▶ Information provided:
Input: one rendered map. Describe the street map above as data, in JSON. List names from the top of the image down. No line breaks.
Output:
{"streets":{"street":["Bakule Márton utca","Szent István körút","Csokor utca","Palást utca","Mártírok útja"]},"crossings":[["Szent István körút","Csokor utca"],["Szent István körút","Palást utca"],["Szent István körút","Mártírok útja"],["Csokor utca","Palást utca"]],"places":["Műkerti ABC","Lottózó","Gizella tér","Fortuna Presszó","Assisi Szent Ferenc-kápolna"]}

▶ What you will do: All of the material above needs repeating. Keep it exact.

▶ Task solution:
Input: one rendered map. Describe the street map above as data, in JSON. List names from the top of the image down. No line breaks.
Output:
{"streets":{"street":["Bakule Márton utca","Szent István körút","Csokor utca","Palást utca","Mártírok útja"]},"crossings":[["Szent István körút","Csokor utca"],["Szent István körút","Palást utca"],["Szent István körút","Mártírok útja"],["Csokor utca","Palást utca"]],"places":["Műkerti ABC","Lottózó","Gizella tér","Fortuna Presszó","Assisi Szent Ferenc-kápolna"]}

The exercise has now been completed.